TASK ITEM: Only the number is wanted: how many lines in the data contain "white"?

DATA Block Start

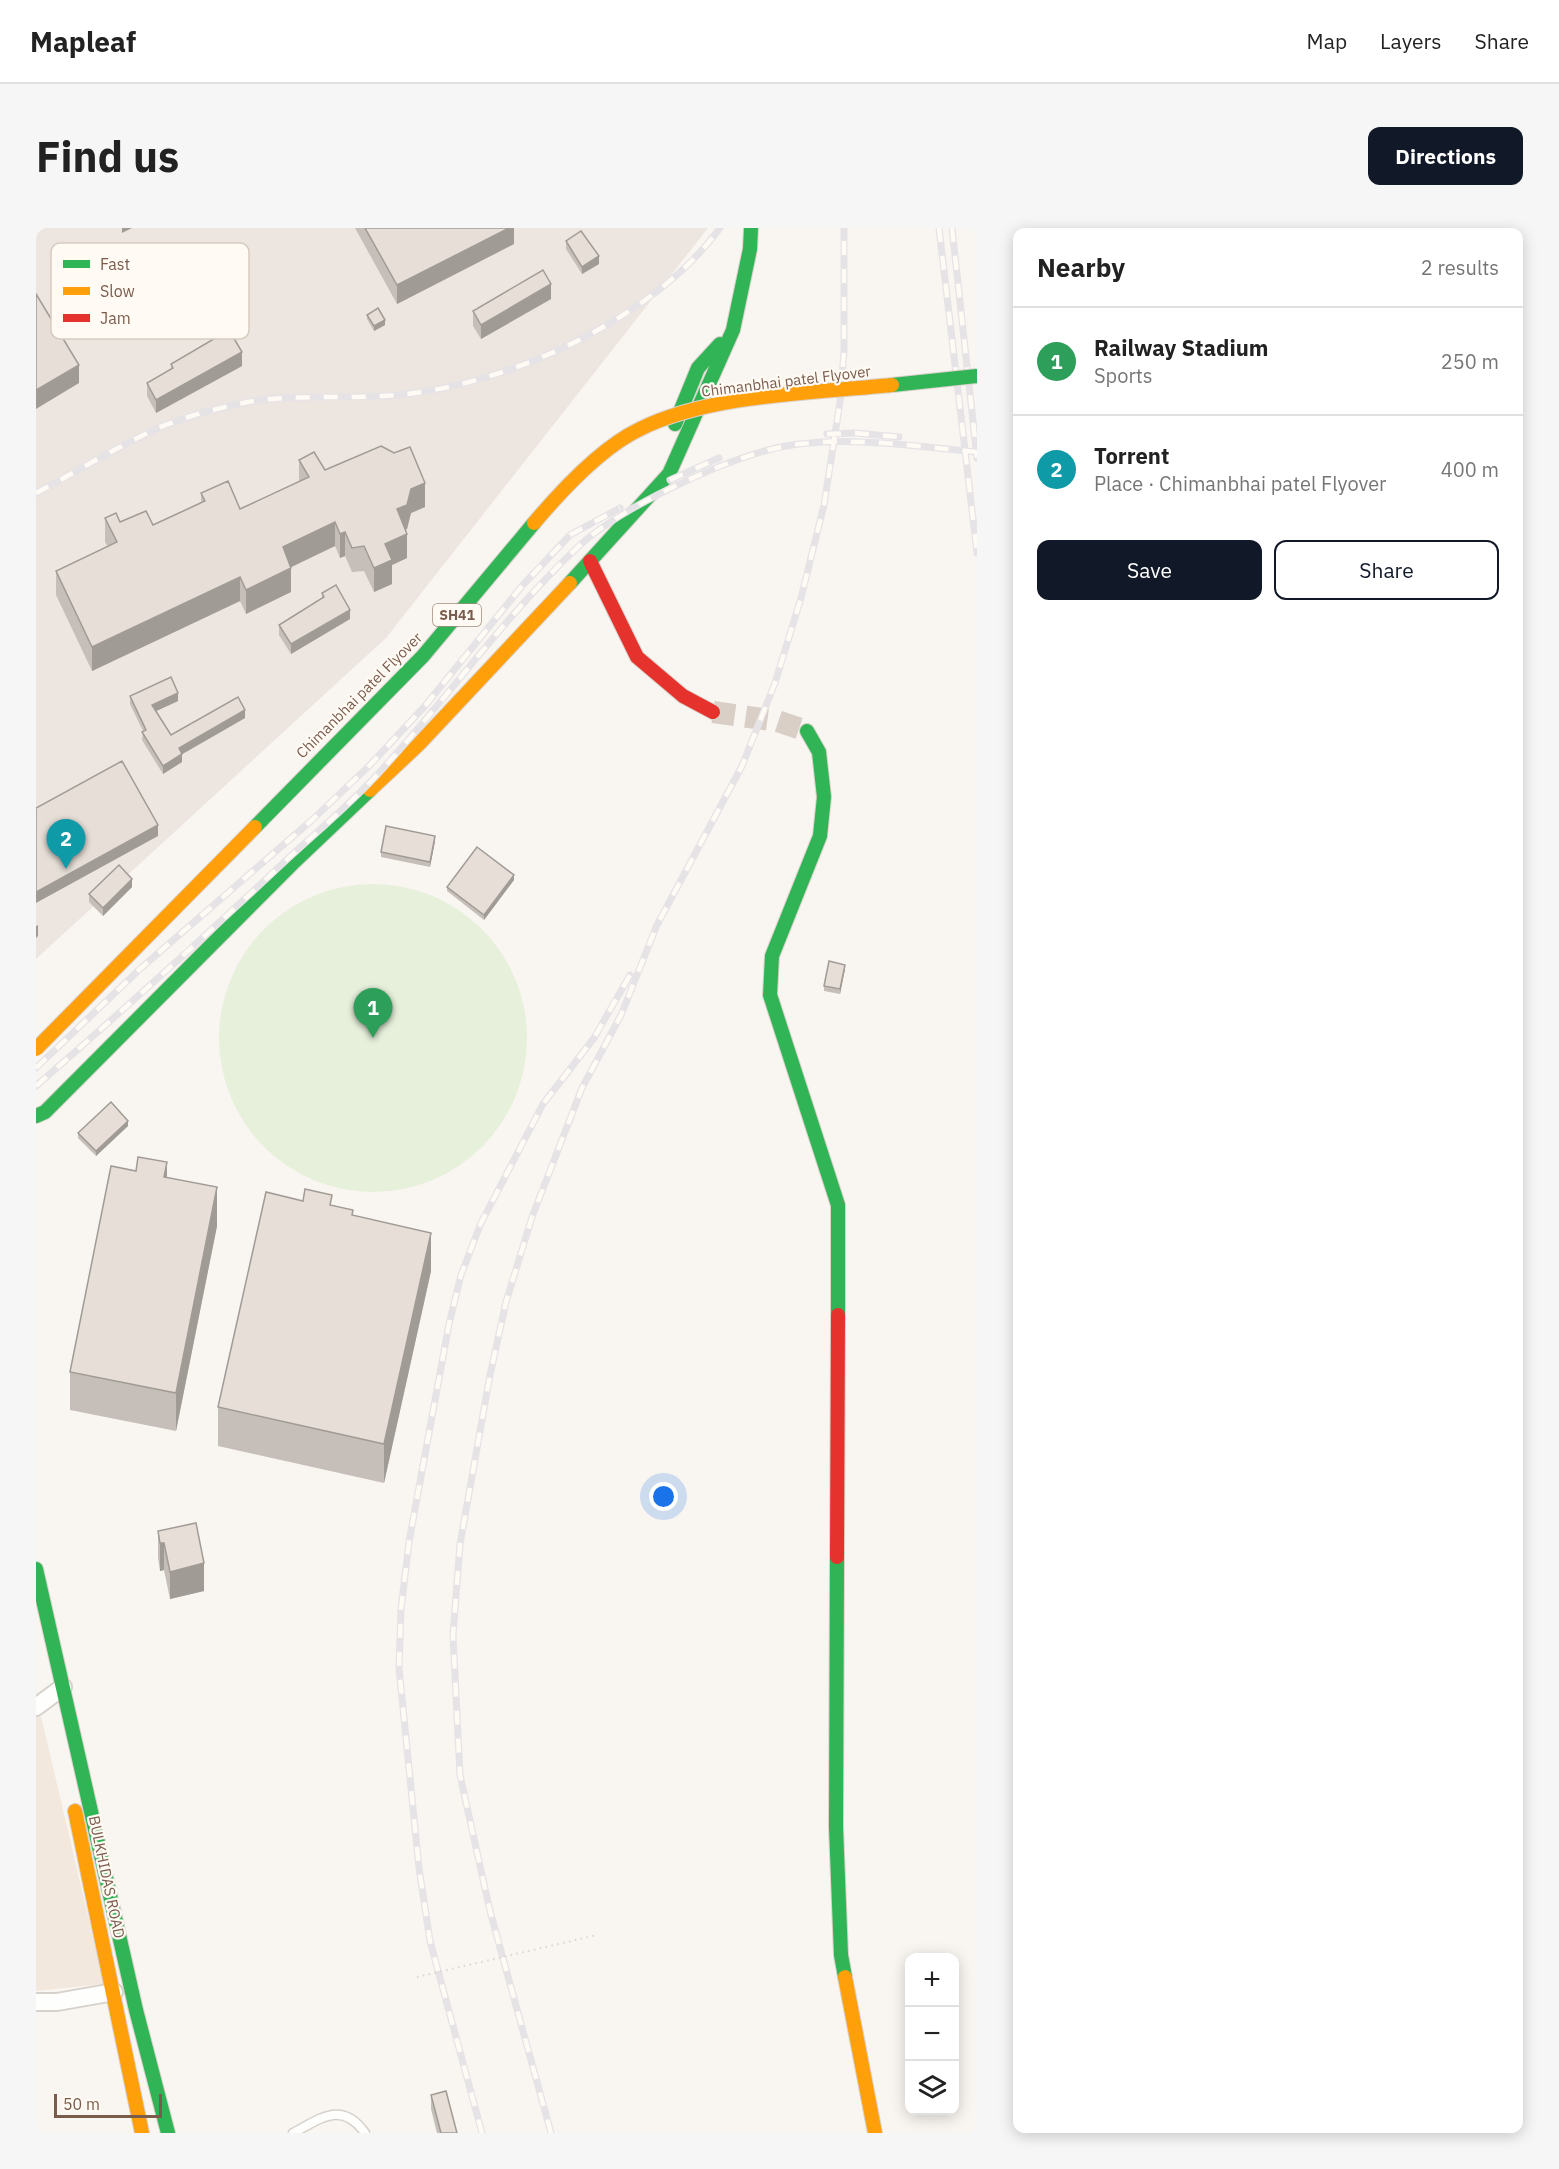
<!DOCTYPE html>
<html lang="en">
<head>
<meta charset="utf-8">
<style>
  body { margin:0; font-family:"IBM Plex Sans",sans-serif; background:#f6f6f6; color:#222 }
  .controls { position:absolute; right:18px; bottom:18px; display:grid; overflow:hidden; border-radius:12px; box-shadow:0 3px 15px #0003 }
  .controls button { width:54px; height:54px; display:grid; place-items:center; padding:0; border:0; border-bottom:2px solid #e0e0e0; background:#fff; color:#222; font:30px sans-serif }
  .scale { position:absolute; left:18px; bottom:15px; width:108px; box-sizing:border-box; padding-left:6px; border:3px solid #7a5c4d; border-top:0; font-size:16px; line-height:21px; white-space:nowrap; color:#7a5c4d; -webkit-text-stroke:4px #fffaf3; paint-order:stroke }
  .you { position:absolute; left:628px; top:1269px; width:21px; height:21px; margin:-15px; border:4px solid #fff; border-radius:50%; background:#1a73e8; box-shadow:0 0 0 9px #1a73e833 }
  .badge { display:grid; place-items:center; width:39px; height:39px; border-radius:50%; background:#111827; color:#fff; font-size:20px; font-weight:700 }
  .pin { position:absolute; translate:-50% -50px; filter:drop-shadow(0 2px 3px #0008) }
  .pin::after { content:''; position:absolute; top:32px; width:21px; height:18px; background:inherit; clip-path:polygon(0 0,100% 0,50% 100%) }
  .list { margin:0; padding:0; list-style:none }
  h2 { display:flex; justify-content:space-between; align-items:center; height:78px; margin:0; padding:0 24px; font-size:26px }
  h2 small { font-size:20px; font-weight:400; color:#767676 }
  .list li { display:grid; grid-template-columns:39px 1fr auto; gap:18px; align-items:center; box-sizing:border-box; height:108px; padding:0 24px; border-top:2px solid #e0e0e0 }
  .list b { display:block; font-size:22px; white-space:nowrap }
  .list p { margin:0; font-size:20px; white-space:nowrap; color:#767676 }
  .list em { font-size:20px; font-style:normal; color:#767676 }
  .actions { display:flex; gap:12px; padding:18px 24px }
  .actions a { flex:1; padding:14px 0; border:2px solid #111827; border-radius:12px; text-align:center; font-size:21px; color:#111827 }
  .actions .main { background:#111827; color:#fff }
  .icon { flex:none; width:33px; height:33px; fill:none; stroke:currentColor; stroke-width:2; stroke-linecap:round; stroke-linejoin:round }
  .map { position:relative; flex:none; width:941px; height:1905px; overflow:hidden; border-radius:12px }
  header { display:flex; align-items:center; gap:36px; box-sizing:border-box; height:84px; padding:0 30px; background:#fff; border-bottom:2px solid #e0e0e0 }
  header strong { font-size:28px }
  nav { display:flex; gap:33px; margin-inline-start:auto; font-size:21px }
  .intro { display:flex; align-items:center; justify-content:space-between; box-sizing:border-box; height:144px; padding:0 36px }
  h1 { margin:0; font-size:42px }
  .button { padding:15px 27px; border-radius:12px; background:#111827; color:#fff; font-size:21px; font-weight:700 }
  main { display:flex; gap:36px; padding:0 36px }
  aside { flex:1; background:#fff; border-radius:12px; box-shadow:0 3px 15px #0003 }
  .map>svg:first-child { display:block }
</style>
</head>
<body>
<header>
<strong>Mapleaf</strong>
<nav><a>Map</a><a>Layers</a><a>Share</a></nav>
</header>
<div class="intro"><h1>Find us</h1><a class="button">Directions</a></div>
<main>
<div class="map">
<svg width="941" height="1905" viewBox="0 0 941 1905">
  <rect width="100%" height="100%" fill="#f9f5f0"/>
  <polygon fill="#f2e8de" points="0,1467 68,1756 0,1763"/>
  <polygon fill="#ede5e0" points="0,0 672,0 350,410 0,731"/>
  <circle fill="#e7f0db" cx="337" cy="810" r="154"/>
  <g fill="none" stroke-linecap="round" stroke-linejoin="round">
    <polyline stroke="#d9cfc7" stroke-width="22" stroke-dasharray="22 11" stroke-linecap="butt" points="677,484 741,493 771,503"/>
    <defs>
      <path id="lane" d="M 257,1905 C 284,1891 306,1872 329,1905"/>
      <g id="street">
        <polyline points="0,1479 27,1459"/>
        <polyline points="0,1774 21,1774 78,1764"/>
      </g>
      <g id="fast">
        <polyline points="639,196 662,140 684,116"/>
        <polyline points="534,355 633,246 697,102 714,21 715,0"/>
        <polyline points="771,503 783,524 788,569 784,608 736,728 734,767 802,977 802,1087"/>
        <polyline points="0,888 9,884 256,636 334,562"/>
        <polyline points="801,1329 800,1599 805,1727 809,1749"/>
        <polyline points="0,1341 100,1782 132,1905"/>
      </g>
      <g id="slow">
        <polyline points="334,562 383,516 534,355"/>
        <polyline points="39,1583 106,1905"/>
        <polyline points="809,1749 839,1905"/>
      </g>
      <g id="jam">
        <polyline points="554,333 601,429 647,468 677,484"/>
        <polyline points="801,1329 802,1087"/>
      </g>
    </defs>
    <use href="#lane" stroke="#d7d1cb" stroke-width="11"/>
    <use href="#street" stroke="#d7d1cb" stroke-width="20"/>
    <use href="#fast" stroke="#d9d2cb" stroke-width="16"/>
    <use href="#slow" stroke="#d9d2cb" stroke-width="16"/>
    <use href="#jam" stroke="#d9d2cb" stroke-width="16"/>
    <use href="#lane" stroke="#fefefd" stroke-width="8"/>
    <use href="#street" stroke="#fefefd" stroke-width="16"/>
    <use href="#fast" stroke="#30b455" stroke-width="14"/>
    <use href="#slow" stroke="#ff9f0a" stroke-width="14"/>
    <use href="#jam" stroke="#e5322d" stroke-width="14"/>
    <defs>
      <g id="rail">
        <polyline points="903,0 941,325"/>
        <polyline points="916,0 941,230"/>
        <polyline points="791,206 819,205 863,209"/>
        <polyline points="634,252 683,230"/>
        <path d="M 0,265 C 40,244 79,220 120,201 C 147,189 179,181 207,175 C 257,165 311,172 361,167 C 472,157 618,91 684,0"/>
        <polyline points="0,840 105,740 276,592 333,538 389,478 486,358 534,307 584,280"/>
        <path d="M 0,858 C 83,786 164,713 244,638 C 276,608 310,580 340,548 C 409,474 468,388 542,319 C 582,281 679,236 732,222 C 796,205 876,218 941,224"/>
        <polyline points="446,1905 394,1713 383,1640 363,1440 365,1381 373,1314 413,1096 425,1047 445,995 507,876 558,810 594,747"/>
        <polyline points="515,1905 454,1683 424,1547 417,1407 424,1316 454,1147 470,1074 496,989 546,860 585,787 621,697 706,538 739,455 765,370 788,277 804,174 808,123 808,0"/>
      </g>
    </defs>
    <use href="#rail" stroke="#e6e3e7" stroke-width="7"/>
    <use href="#rail" stroke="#fffaf3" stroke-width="4.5" stroke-dasharray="14" stroke-linecap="butt"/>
    <defs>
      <g id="fast-bridge">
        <polyline points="856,157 941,148"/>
        <polyline points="219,599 387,428 498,295"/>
      </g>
      <g id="slow-bridge">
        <path d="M 498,295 C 525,263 566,219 604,201 C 674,166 778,165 856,157"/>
        <polyline points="0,821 219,599"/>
      </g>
    </defs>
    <use href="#fast-bridge" stroke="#dad1cc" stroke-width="16" stroke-linecap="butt"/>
    <use href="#slow-bridge" stroke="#dad1cc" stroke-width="16" stroke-linecap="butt"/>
    <polyline stroke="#dcd5d0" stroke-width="2" stroke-dasharray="1.5 4.5" stroke-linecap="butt" points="381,1749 561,1707"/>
    <use href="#fast-bridge" stroke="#30b455" stroke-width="14"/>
    <use href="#slow-bridge" stroke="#ff9f0a" stroke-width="14"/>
  </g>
  <g fill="#c6bfb9">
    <polygon points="319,0 478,0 478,16 361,76"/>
    <polygon points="530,13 563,36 546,46 530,21"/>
    <polygon points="515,71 445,111 437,98 437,83"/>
    <polygon points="331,87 349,97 338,103 331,91"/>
    <polygon points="135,136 206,138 120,185 111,168 111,155 135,142"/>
    <polygon points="263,232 389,279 375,285 371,301 369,302 371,330 356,337 356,356 338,364 328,343 316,344 309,328 304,330 299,318 255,339 255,364 210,386 204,373 56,443 20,367 20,343 72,319 69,314 69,290 84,294 117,297 165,274 165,265 204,281 263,254"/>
    <polygon points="286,365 314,391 255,426 243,407 243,397 286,370"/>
    <polygon points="94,468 142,473 120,483 135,507 209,490 146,526 146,534 127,546 106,512 107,503 94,476"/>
    <polygon points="399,613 394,639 345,629 345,624"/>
    <polygon points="478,652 448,692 411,663 411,659"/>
    <polygon points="96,659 67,688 53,674 53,666"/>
    <polygon points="809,741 804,766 788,763 788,758"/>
    <polygon points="92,898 60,928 42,910 42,905"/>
    <polygon points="131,950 181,998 140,1203 34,1182 34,1144"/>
    <polygon points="267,973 296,977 317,988 395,1043 348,1255 182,1218 182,1179"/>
    <polygon points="122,1303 168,1363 134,1371 128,1342 124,1343 122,1330"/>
    <polygon points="395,1867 421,1905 401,1905 395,1881"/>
  </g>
  <g fill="#a19b96">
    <polygon points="86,0 96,0 86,5"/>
    <polygon points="473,0 478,0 478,16 361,76 361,57"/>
    <polygon points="563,28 563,36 546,46 546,39"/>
    <polygon points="515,56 515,71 445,111 445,97"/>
    <polygon points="349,92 349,97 338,103 338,98"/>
    <polygon points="206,124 206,138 120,185 120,172"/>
    <polygon points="43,137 43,155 0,181 0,162"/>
    <polygon points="389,255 389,279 375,285 371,301 361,305 361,281 375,261"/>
    <polygon points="299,294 299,318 247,343 247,319"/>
    <polygon points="309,304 309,328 304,330 304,306"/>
    <polygon points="371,306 371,330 356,337 356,356 338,364 338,340 349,316"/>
    <polygon points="255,340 255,364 210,386 210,362"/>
    <polygon points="204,349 204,373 56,443 56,419"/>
    <polygon points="314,382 314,391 255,426 255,416"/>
    <polygon points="142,465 142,473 116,485 116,477"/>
    <polygon points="209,482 209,490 143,528 143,520"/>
    <polygon points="146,526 146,534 127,546 127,538"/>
    <polygon points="122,597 122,608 0,675 0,664"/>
    <polygon points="399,608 399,613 394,639 394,634"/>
    <polygon points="478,647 478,652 448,692 448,687"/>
    <polygon points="96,651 96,659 67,688 67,680"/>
    <polygon points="2,697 2,708 0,710 0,698"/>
    <polygon points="809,737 809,741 804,766 804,761"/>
    <polygon points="92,893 92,898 60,928 60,923"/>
    <polygon points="131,934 131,973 128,949"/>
    <polygon points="181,959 181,998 140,1203 140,1165"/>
    <polygon points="395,1005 395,1043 348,1255 348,1216"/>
    <polygon points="124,1315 128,1315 128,1342 124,1343"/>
    <polygon points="168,1335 168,1363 134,1371 134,1344"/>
  </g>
  <g fill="#e6ded7" stroke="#a19b96" stroke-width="1.5">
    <polygon points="329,0 473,0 361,57"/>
    <polygon points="545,3 563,28 546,39 530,13"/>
    <polygon points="507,42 515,56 445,97 437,83"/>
    <polygon points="0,66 43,137 0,162"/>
    <polygon points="342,80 349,92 338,98 331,87"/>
    <polygon points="193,102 206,124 120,172 111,155 137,140 135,136"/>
    <polygon points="345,218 358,225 374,219 389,255 375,261 371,277 361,281 371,306 349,316 356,332 338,340 328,318 316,320 309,304 304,306 299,294 247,319 255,340 210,362 204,349 56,419 20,343 81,314 69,290 80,285 84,294 110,283 117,297 169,273 165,265 192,253 204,281 273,249 263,232 278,224 289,242"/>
    <polygon points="300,357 314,382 255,416 243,397 288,369 286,365"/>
    <polygon points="135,449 142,465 116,477 135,507 202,469 209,482 143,520 146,526 127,538 106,504 110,502 94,468"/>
    <polygon points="86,533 122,597 0,664 0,580"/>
    <polygon points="350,598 399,608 394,634 345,624"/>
    <polygon points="441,619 478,647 448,687 411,659"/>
    <polygon points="83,637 96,651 67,680 53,666"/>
    <polygon points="793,733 809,737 804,761 788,758"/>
    <polygon points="75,874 92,893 60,923 42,905"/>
    <polygon points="102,929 131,934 128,949 181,959 140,1165 34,1144 75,938 100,943"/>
    <polygon points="269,961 296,967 294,977 317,982 316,987 395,1005 348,1216 182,1179 230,964 267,973"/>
    <polygon points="160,1295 168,1335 134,1344 128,1315 124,1315 122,1303"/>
    <polygon points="410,1863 421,1905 405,1905 395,1867"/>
  </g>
  <g text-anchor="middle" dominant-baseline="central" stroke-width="4.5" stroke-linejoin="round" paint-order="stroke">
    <rect fill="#fffaf3" stroke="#a28b7f" stroke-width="1.5" x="397" y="376" width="48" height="22" rx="4.5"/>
    <g font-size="14" font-weight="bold" fill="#7a5c4d">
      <text x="421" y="387">SH41</text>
    </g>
    <g font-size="15" fill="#7a5c4d" stroke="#fffaf3">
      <text transform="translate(750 153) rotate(-7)">Chimanbhai patel Flyover</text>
      <text transform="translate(323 467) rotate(-45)">Chimanbhai patel Flyover</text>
      <text transform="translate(71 1649) rotate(78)">BULKHIDAS ROAD</text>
    </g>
  </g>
  <rect x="15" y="15" width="198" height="96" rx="9" fill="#fffaf3" stroke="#d7cbc1" stroke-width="1.5"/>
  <rect x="27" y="32" width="27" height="8" fill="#30b455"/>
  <rect x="27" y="59" width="27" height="8" fill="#ff9f0a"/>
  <rect x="27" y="86" width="27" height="8" fill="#e5322d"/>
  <g font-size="16" fill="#7a5c4d">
    <text x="64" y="42">Fast</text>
    <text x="64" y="69">Slow</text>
    <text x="64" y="96">Jam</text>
  </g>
</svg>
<div class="controls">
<button>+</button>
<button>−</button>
<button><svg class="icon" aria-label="layers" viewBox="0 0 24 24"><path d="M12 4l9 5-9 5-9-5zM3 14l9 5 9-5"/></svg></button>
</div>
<div class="scale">50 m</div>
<div class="you"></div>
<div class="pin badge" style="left:337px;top:810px;background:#2e9e5b">1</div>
<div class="pin badge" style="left:30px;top:641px;background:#0f9aa8">2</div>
</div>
<aside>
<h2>Nearby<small>2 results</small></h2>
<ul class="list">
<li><span class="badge" style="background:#2e9e5b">1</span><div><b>Railway Stadium</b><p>Sports</p></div><em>250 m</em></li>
<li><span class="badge" style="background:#0f9aa8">2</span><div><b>Torrent</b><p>Place · Chimanbhai patel Flyover</p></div><em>400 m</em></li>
</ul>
<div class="actions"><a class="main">Save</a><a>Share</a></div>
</aside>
</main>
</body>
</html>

DATA Block End

ANSWER TO THIS EXERCISE: 3